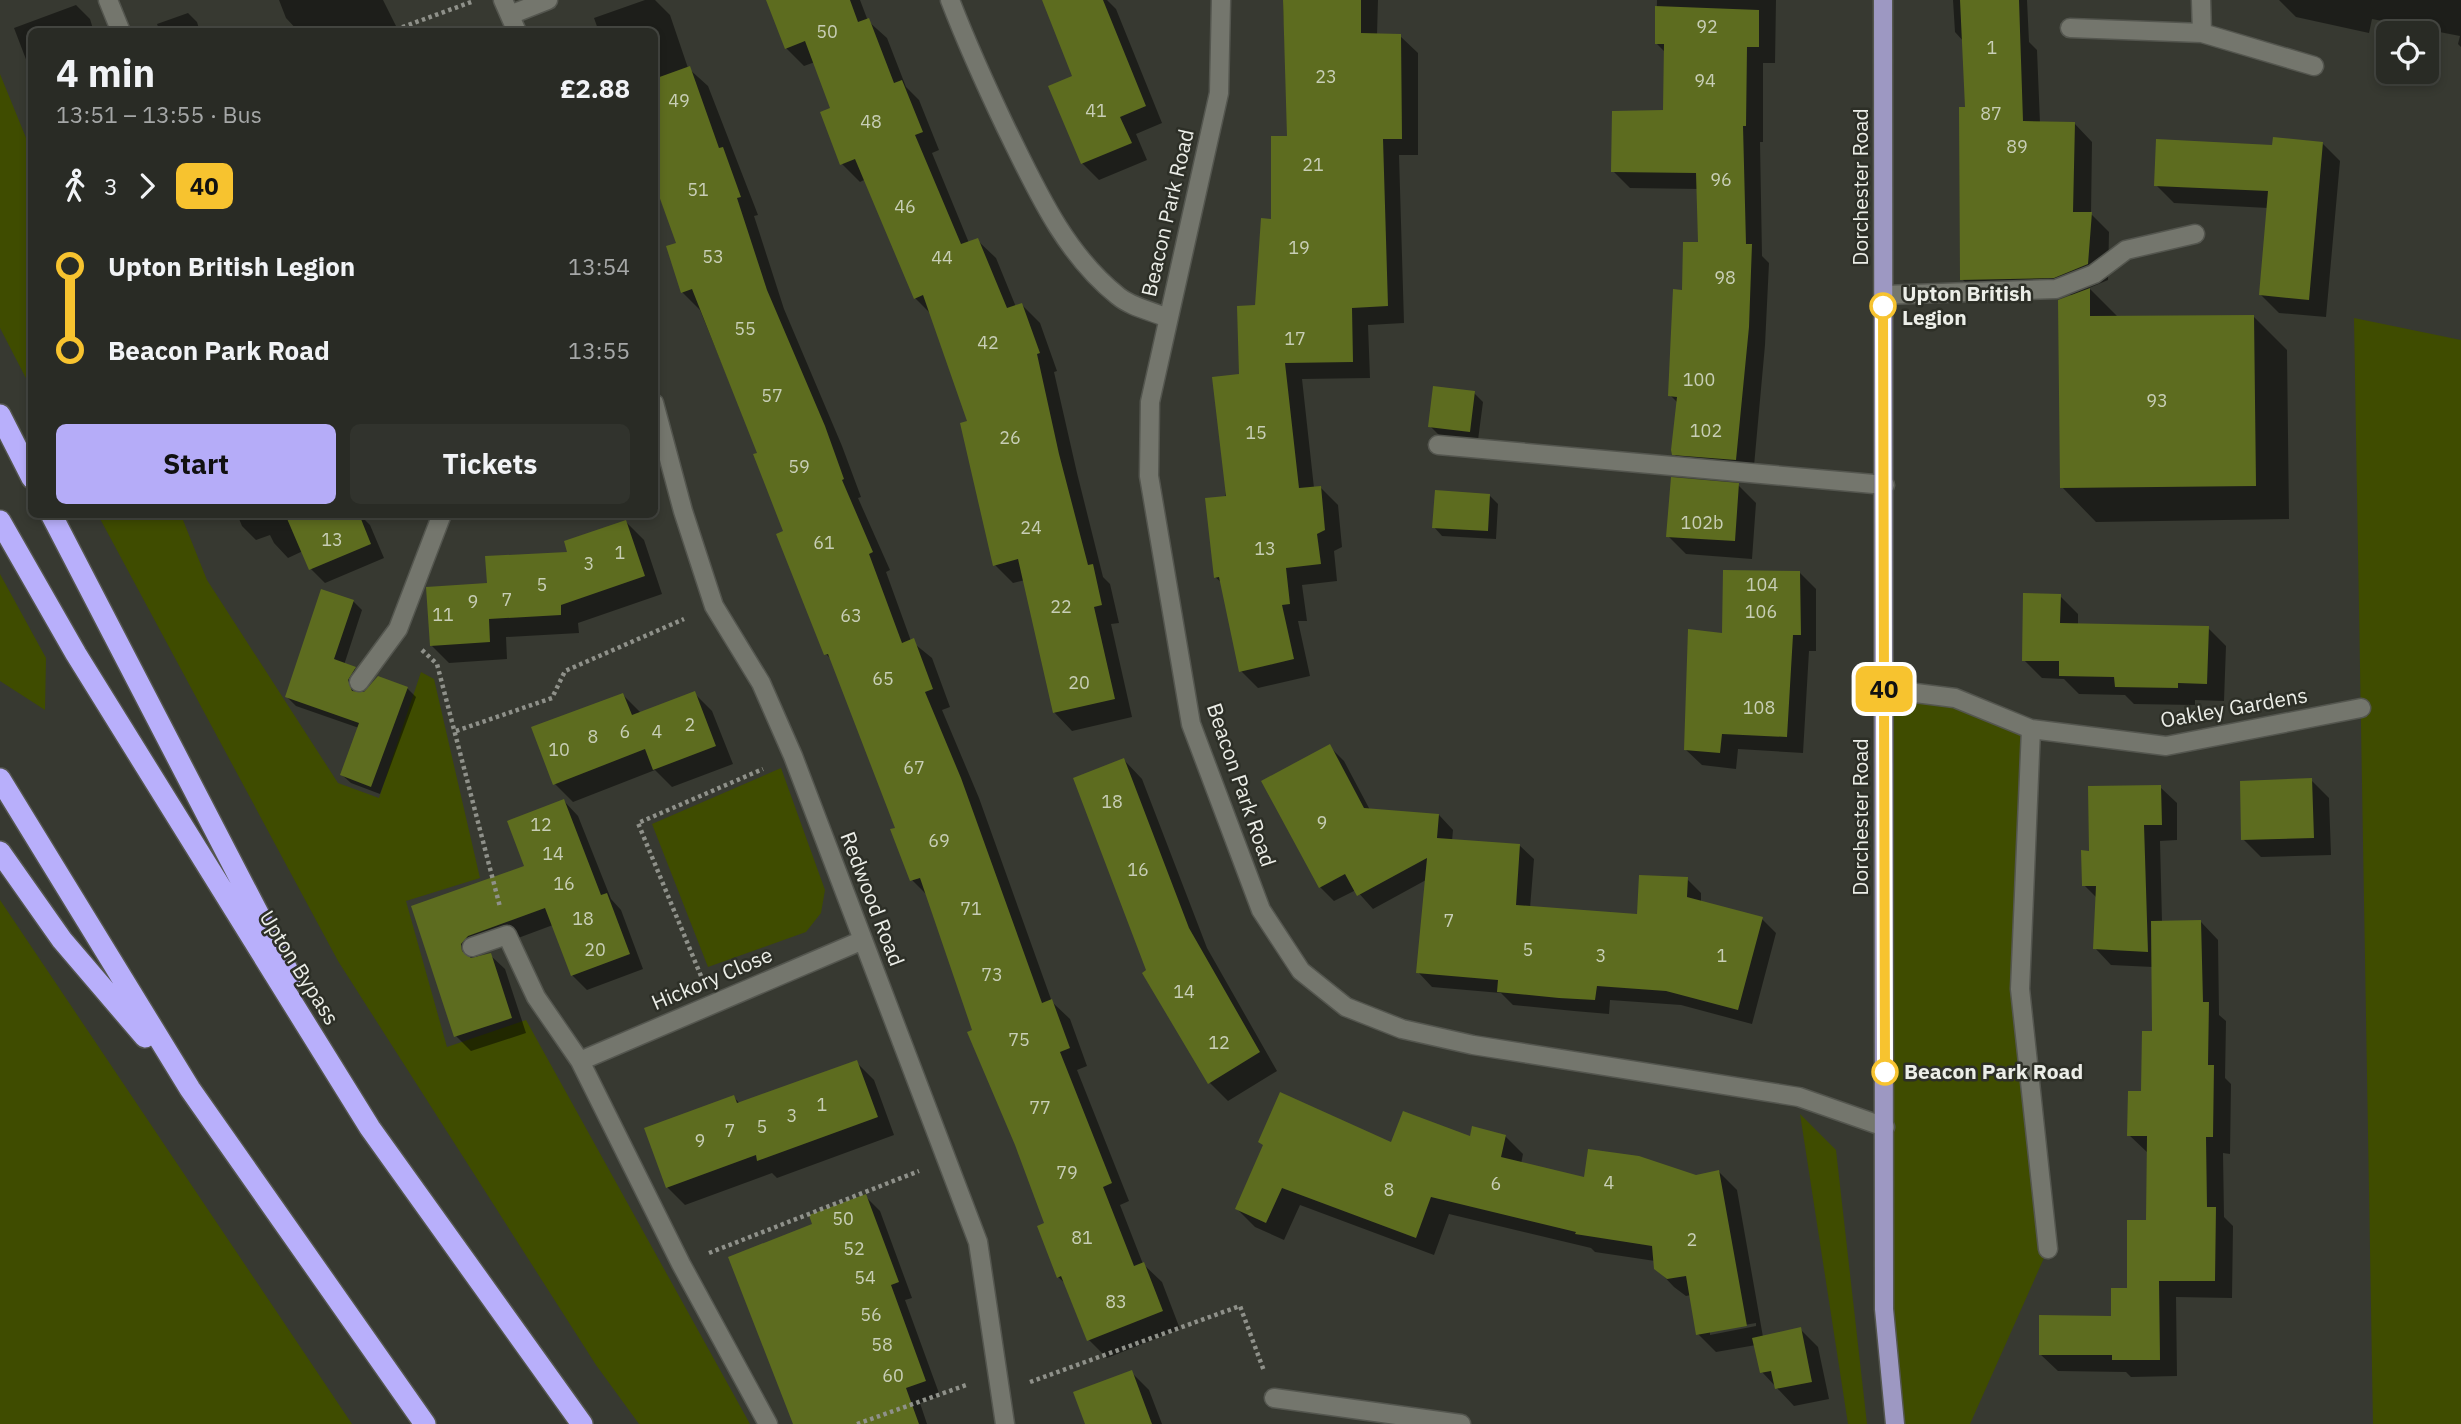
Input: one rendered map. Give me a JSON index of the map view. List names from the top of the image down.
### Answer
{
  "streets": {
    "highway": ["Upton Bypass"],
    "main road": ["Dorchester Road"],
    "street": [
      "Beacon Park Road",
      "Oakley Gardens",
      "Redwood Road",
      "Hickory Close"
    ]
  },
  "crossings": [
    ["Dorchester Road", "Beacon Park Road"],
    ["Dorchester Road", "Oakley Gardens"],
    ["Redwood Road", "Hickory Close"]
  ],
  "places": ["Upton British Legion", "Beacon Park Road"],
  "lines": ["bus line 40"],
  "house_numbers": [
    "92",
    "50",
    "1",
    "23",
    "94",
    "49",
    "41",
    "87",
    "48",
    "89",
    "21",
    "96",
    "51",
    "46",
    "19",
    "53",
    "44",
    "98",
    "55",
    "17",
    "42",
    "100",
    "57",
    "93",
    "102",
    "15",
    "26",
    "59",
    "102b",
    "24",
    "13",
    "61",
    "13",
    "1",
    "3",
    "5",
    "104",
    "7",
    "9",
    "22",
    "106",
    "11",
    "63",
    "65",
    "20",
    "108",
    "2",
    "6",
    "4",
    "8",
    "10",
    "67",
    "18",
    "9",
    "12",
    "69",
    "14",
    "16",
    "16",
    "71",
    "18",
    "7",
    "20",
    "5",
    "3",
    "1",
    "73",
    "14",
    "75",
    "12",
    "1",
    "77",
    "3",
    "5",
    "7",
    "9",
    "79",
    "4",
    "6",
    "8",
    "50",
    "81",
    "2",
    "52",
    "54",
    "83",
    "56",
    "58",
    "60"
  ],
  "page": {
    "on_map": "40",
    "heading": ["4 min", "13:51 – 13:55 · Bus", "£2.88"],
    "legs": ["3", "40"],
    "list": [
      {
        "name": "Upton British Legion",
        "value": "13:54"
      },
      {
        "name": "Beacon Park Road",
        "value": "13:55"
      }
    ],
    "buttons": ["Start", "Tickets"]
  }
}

PROBLEM STATEMENT:
Across the records above, how many lines contain the word "Gardens"? Please give that number alone.

WRITTEN SOLUTION:
2